ぼくは日本テレビ系の番組「ニュース・エブリィ」で毎週木曜、コメンテーターとして出演している。
この番組では、ぼくがイラクの難民キャンプに行くときには同行取材して、
イラクで何が起きているか、ISがどんなことをしたのか、報告してきた。
11/30の「ナゼナニっ」というコーナーで、今年のチョコ募金キックオフイベントが紹介された。

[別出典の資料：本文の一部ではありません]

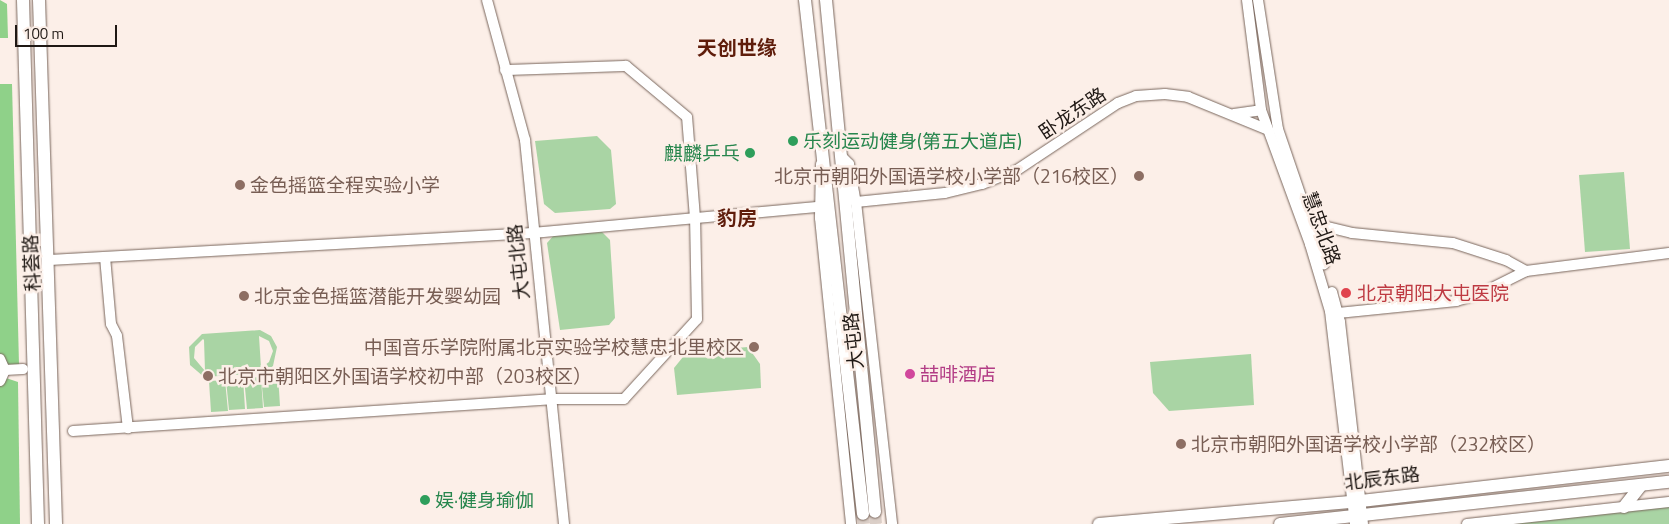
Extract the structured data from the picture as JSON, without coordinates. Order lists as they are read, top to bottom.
{
  "streets": {
    "main road": ["科荟路", "大屯路", "北辰东路"],
    "street": ["卧龙东路", "慧忠北路", "大屯北路"]
  },
  "crossings": [
    ["卧龙东路", "慧忠北路"],
    ["卧龙东路", "大屯路"],
    ["慧忠北路", "北辰东路"]
  ],
  "districts": ["天创世缘", "豹房"],
  "places": [
    "乐刻运动健身(第五大道店)",
    "麒麟乒乓",
    "北京市朝阳外国语学校小学部（216校区）",
    "金色摇篮全程实验小学",
    "北京朝阳大屯医院",
    "北京金色摇篮潜能开发婴幼园",
    "中国音乐学院附属北京实验学校慧忠北里校区",
    "喆啡酒店",
    "北京市朝阳区外国语学校初中部（203校区）",
    "北京市朝阳外国语学校小学部（232校区）",
    "娱·健身瑜伽"
  ],
  "scale_bar": "100 m"
}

イベントでは、チョコ募金を軌道に乗せ、目のがんで15歳で亡くなったサブリーンのことも映像としてまとめ、来場者にみてもらった。
サブリーンは亡くなる前、「私は死ぬけど、私のかいた絵がチョコ募金になり、イラクのほかの病気の子どもを助けることができる。私は幸せです」と言った。
15歳の少女にとって、ほかの病気の子どもたちを救うことができることが、希望だったのだ。
そのとき、同じように闘病していたもう一人のサブリーンがいた。
通称スースだ。
彼女は、卵巣がん再発を乗り越えて完治した。
そのスースがかいた絵は、今年のチョコ募金の缶にプリントされている。
病気を克服したスースの絵は活力に満ちている。
チョコ募金には、2人のサブリーンの思いが込められている。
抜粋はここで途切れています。